Fella's, that smooth wood is going to be seriously slippery during the Autumn and winter months, we did the same some years ago and it was seriously very dangerous the first winter so we changed it to composite anti slip, be careful.

Andy


----------



## Andrew.B (28 Apr 2018)

Hi eniacs,

I have a Yellow Balau Deck that was built late last year, I gave it 3 coats of generic Deck oil, but it didn't last very long at all, it's mostly grey now. So I want to oil it again with a product that will last. 
As your post was I couple of years ago I wondered what treatment you used on yours and how well has it lasted?
I am looking at "Treatex Bangkirai / Yellow Balau Oil", it's not cheap but based on how poorly the cheap one I used last time lasted I'd rather pay to get something that will last.


Thanks
Andrew


----------



## Jzimmo (5 Sep 2019)

Hi
I have been having the same problem with my yellow balau decking area. It has gone completely grey and cannot find the right product to revive it back to original state. Did use a very expensive product that was recommended by this really did not work. Could you please tell what the conclusion was to your problem.
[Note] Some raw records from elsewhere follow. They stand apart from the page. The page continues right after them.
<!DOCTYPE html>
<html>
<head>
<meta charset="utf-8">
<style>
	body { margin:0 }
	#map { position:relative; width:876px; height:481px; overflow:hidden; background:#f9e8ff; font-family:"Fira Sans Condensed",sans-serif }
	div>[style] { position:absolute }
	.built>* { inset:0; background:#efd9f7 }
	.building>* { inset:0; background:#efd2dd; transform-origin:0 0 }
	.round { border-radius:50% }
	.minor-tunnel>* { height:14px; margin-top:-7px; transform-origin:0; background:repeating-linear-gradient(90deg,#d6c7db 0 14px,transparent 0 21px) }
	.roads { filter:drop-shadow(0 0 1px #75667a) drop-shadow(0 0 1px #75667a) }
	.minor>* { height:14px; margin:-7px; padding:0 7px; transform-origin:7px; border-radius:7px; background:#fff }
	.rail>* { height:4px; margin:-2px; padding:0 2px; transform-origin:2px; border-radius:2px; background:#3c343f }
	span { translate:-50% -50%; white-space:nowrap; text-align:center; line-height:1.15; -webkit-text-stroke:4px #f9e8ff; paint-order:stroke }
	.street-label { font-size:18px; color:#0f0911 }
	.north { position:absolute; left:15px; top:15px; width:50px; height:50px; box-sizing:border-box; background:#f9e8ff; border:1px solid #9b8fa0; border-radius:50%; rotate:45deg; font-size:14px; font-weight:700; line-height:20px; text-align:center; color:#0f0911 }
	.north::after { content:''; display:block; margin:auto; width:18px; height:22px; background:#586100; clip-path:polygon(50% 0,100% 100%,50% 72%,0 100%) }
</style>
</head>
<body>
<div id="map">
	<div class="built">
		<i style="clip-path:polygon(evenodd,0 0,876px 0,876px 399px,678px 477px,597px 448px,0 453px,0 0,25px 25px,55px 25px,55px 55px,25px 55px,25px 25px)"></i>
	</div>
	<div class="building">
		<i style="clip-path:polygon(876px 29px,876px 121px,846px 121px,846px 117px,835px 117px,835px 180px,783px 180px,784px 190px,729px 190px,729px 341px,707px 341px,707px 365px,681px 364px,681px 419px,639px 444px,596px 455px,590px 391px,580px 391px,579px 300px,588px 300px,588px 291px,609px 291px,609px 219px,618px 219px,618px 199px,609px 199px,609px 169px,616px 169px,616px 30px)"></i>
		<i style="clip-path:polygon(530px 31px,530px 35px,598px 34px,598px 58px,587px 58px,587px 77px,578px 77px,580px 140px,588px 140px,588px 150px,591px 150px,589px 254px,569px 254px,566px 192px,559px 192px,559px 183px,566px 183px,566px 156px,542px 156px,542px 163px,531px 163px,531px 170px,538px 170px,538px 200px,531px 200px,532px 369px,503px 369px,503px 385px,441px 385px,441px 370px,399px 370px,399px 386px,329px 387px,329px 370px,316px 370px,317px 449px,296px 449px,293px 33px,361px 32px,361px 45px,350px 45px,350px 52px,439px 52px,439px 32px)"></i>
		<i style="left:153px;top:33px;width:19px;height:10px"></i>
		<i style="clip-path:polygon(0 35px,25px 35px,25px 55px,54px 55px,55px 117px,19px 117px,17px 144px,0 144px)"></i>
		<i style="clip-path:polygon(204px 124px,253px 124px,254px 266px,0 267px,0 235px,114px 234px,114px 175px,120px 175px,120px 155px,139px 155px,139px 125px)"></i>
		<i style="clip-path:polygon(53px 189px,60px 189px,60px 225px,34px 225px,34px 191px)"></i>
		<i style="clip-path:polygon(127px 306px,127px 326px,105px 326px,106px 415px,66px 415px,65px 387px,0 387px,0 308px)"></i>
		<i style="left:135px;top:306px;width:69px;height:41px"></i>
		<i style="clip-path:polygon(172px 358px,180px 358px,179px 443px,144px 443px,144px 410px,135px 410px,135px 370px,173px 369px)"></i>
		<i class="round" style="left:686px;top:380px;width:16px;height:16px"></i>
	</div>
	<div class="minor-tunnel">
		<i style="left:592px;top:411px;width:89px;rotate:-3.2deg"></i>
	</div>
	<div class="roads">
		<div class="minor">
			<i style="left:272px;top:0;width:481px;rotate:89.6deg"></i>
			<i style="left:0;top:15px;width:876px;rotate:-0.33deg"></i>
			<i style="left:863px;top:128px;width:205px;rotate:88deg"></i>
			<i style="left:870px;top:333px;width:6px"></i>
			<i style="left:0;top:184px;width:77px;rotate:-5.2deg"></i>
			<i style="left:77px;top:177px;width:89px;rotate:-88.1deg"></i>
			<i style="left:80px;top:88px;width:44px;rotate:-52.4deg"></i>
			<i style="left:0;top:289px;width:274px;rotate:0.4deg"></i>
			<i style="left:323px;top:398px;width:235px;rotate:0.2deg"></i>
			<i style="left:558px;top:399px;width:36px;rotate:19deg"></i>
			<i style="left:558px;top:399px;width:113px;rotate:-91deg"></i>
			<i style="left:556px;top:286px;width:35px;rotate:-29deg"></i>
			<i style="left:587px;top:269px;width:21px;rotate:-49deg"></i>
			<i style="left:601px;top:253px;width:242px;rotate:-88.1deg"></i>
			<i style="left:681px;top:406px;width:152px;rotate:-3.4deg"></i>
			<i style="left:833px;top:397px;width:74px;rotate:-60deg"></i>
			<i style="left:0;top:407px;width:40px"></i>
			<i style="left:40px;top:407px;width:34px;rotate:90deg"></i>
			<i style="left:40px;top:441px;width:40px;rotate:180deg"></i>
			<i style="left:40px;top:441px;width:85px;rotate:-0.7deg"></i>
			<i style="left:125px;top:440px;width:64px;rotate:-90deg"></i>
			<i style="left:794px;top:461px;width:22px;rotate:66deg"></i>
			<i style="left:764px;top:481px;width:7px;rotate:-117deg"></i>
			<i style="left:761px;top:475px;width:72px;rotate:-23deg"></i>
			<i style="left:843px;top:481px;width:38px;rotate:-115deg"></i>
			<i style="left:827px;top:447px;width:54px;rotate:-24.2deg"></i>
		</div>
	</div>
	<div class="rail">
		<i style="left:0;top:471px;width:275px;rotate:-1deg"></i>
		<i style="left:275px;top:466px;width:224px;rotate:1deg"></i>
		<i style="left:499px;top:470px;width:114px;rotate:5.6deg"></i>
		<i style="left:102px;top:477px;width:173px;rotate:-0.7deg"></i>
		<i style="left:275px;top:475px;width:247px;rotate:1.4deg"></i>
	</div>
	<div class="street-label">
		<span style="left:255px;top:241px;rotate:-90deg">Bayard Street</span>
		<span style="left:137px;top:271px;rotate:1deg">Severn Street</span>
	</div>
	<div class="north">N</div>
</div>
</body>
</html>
I have been advised that balau is very subject to greying.


----------



## Jayroz (24 May 2020)

I’ve installed 1000s of linear meters of balau decking over the years I’ve also tried countless oils and finishes however although expensively priced Osmo products do seem to top its competitors.
I normally leave a project finishing the timber with two coats of Osmo anti slip decking oil and what’s left I leave with my client and advise the more coats you apply the better it looks.
There is no oil available that will give you a life long just finished appearance so annual maintenance will be required to bring the life back into it.


----------



## Jayroz (24 May 2020)

Jayroz said:


> I’ve installed 1000s of linear meters of balau decking over the years I’ve also tried countless oils and finishes however although expensively priced Osmo products do seem to top its competitors.
> I normally leave a project finishing the timber with two coats of Osmo anti slip decking oil and what’s left I leave with my client and advise the more coats you apply the better it looks.
> It will grey just like garden furniture as most the teak garden furniture on the market is actually balau.
> Sanding and re oiling should bring it back but don’t use stained oils to try and bring the colour back it’s a naturally oily wood anyway and will come back to life with some elbow grease and patience.
> There is no oil available that will give you a life long just finished appearance so annual maintenance will be required to bring the life back into it.


----------